Where's My Device, ASIO?

Hi Jules,

Several DAWs I use let me enable/disable devices straight from the ASIO4All panel (opening them right away when enabled, and closing them right away when disabled)… And so I would like to point out that with the “extra” JUCE applications, toggling devices to an “enabled” state doesn’t always “open” them, leaving one or many recently enabled devices in an “Idle” state (and therefore not showing up in the “active input/output channels” lists of a AudioDeviceSelectorComponent).

The solution is to switch to another driver, and back to ASIO, to get the device to finally appear…

Here’s an example with the PluginHost.

The debug Output window gives me the following when this situation happens:

ASIO: error: create buffers 2 - Invalid Mode
ASIO: error: create buffers 2 - Invalid Mode
ASIO: error: Can't create i/o buffers - Invalid Mode
ASIO: error: Can't create i/o buffers - Invalid Mode

Messing with the code; it seems the device needs to wholly reopen every reset request to avoid this.

But, another related issue arises: the BigInteger objects used to present active input and output channels don’t get updated in the AudioDeviceManager… where they need to at least reflect the loss of devices. (otherwise things like a Graph still get the wrong number of inputs and/or outputs!)

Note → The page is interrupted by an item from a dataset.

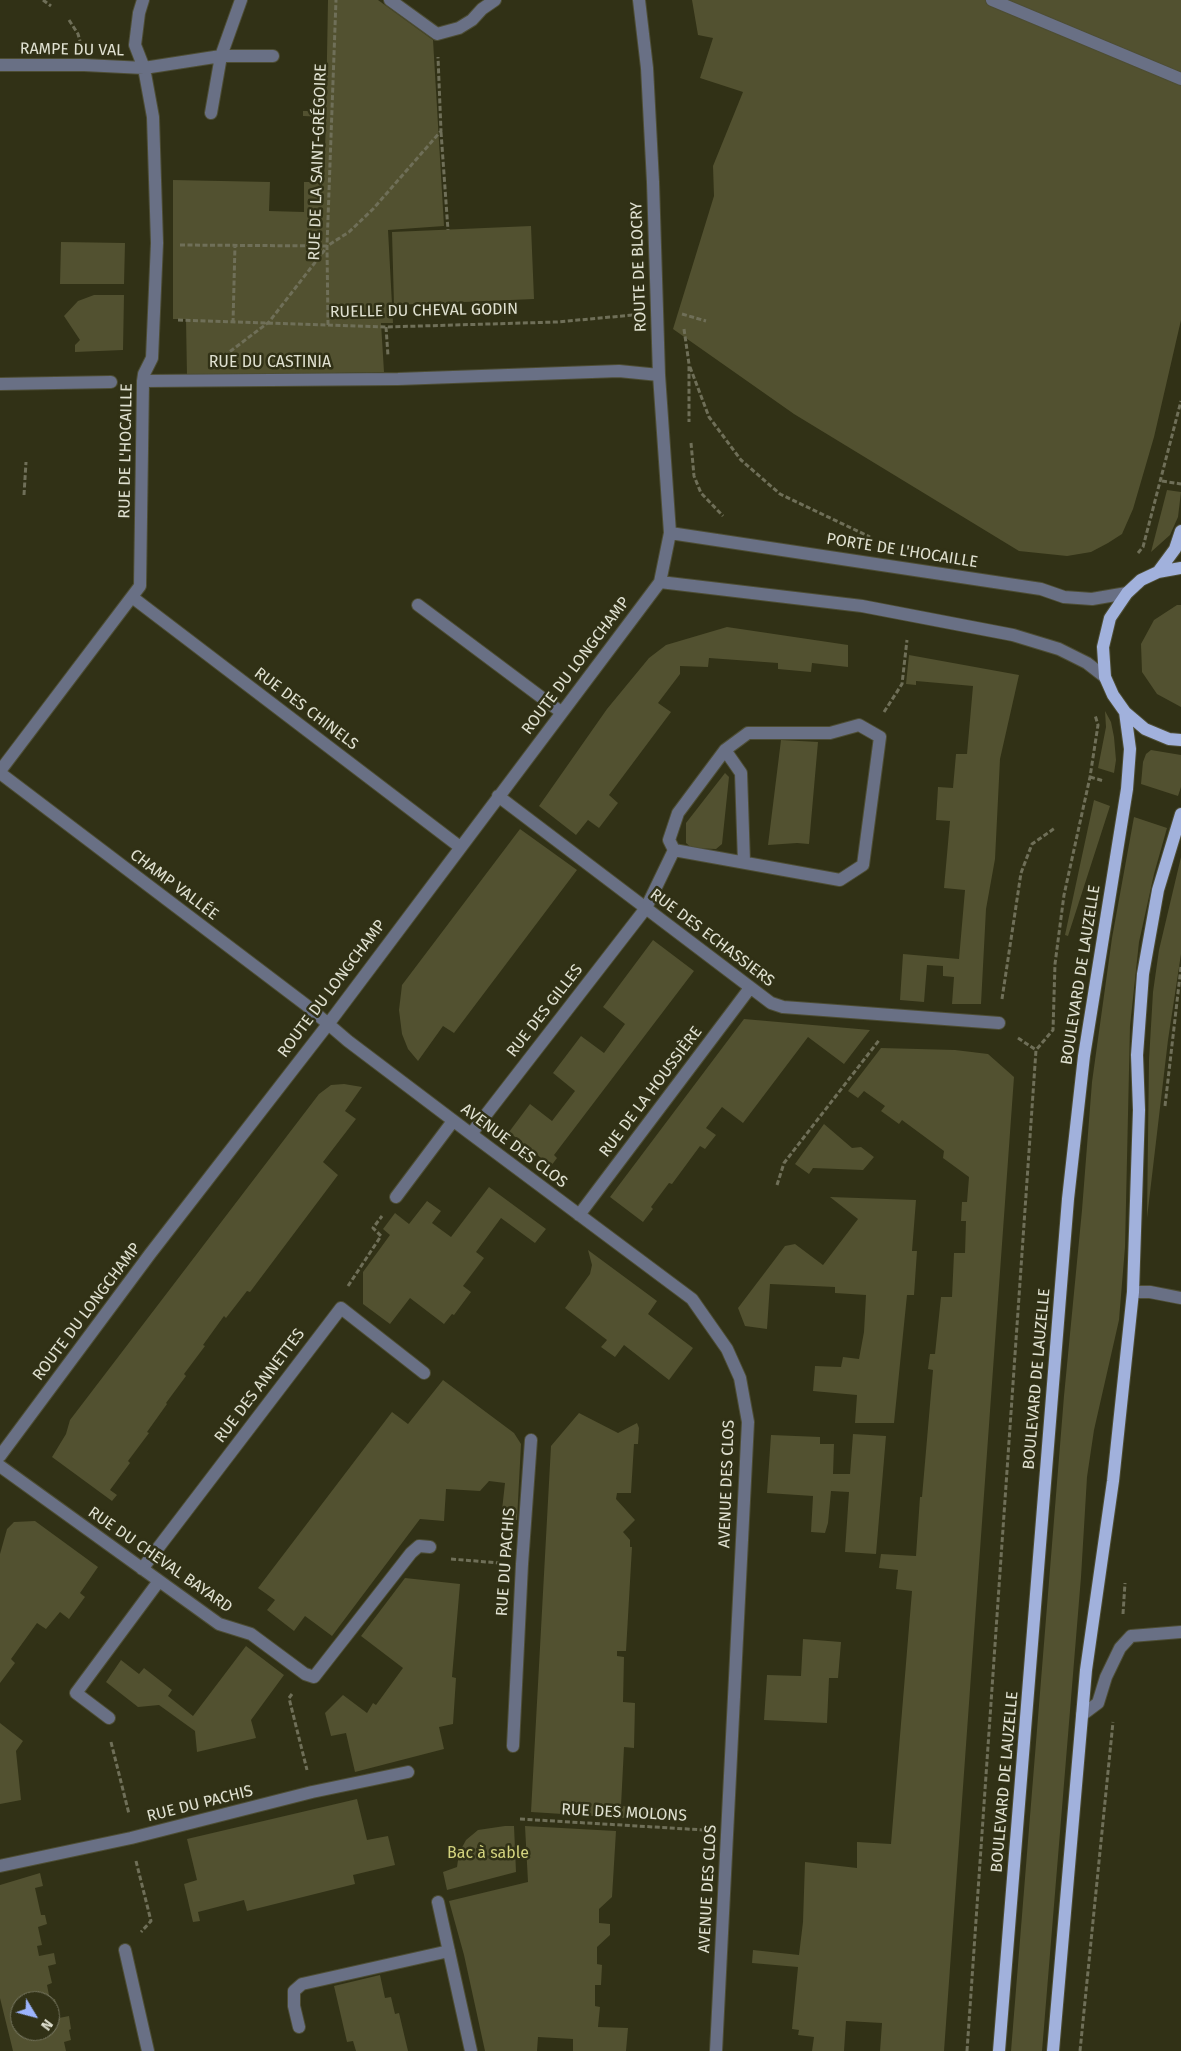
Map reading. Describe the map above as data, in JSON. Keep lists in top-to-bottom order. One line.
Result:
{"streets":{"main road":["BOULEVARD DE LAUZELLE"],"street":["RAMPE DU VAL","ROUTE DE BLOCRY","RUE DU CASTINIA","RUE DE L'HOCAILLE","PORTE DE L'HOCAILLE","ROUTE DU LONGCHAMP","RUE DES CHINELS","CHAMP VALLÉE","RUE DES ECHASSIERS","RUE DES GILLES","RUE DE LA HOUSSIÈRE","AVENUE DES CLOS","RUE DES ANNETTES","RUE DU CHEVAL BAYARD","RUE DU PACHIS"],"path":["RUE DE LA SAINT-GRÉGOIRE","RUELLE DU CHEVAL GODIN","RUE DES MOLONS"]},"crossings":[["RAMPE DU VAL","RUE DE L'HOCAILLE"],["RUE DE LA SAINT-GRÉGOIRE","RUELLE DU CHEVAL GODIN"],["ROUTE DE BLOCRY","RUELLE DU CHEVAL GODIN"],["ROUTE DE BLOCRY","RUE DU CASTINIA"],["ROUTE DE BLOCRY","PORTE DE L'HOCAILLE"],["ROUTE DE BLOCRY","ROUTE DU LONGCHAMP"],["RUELLE DU CHEVAL GODIN","RUE DE L'HOCAILLE"],["RUE DU CASTINIA","RUE DE L'HOCAILLE"],["RUE DE L'HOCAILLE","RUE DES CHINELS"],["RUE DE L'HOCAILLE","CHAMP VALLÉE"],["PORTE DE L'HOCAILLE","ROUTE DU LONGCHAMP"],["ROUTE DU LONGCHAMP","RUE DES CHINELS"],["ROUTE DU LONGCHAMP","CHAMP VALLÉE"],["ROUTE DU LONGCHAMP","RUE DES ECHASSIERS"],["ROUTE DU LONGCHAMP","AVENUE DES CLOS"],["CHAMP VALLÉE","AVENUE DES CLOS"],["RUE DES ECHASSIERS","RUE DES GILLES"],["RUE DES ECHASSIERS","RUE DE LA HOUSSIÈRE"],["RUE DES GILLES","AVENUE DES CLOS"],["RUE DE LA HOUSSIÈRE","AVENUE DES CLOS"],["AVENUE DES CLOS","RUE DES MOLONS"],["RUE DES ANNETTES","RUE DU CHEVAL BAYARD"]],"parks":["Bac à sable"],"north":"bottom right"}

Here’s a possible series of changes that you can make in order to get the most current list of available channels from ASIO: [diff].

(Ignore the extra semi-colon)

Much obliged! Will have a look at this today…

Dear @jrlanglois

I have posted an issue that was very similar to yours:

Unfortunately the diff you posted here has long since expired. I wonder if you could share any further detail of what did/didn’t work for you solving your issue?

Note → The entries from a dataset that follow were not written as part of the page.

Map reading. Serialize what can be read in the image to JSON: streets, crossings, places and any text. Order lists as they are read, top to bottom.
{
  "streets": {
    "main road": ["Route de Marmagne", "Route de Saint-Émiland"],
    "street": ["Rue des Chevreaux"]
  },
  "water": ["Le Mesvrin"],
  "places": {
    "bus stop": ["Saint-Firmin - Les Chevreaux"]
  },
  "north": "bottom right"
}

Can you recommend any routes I could try to solve our issue?

Thank you :slight_smile:

Seeing that this is a 7 year old post and that I’ve long since cleaned up my forks, I won’t be able to provide more useful context…

My issue in this particular post looks different than yours though. In here, the device enablement state wasn’t set up properly, therefore the ASIO wrapper wasn’t configuring itself properly. This is in the context of using Asio4All.

Your post appears to be a driver specific thing entirely.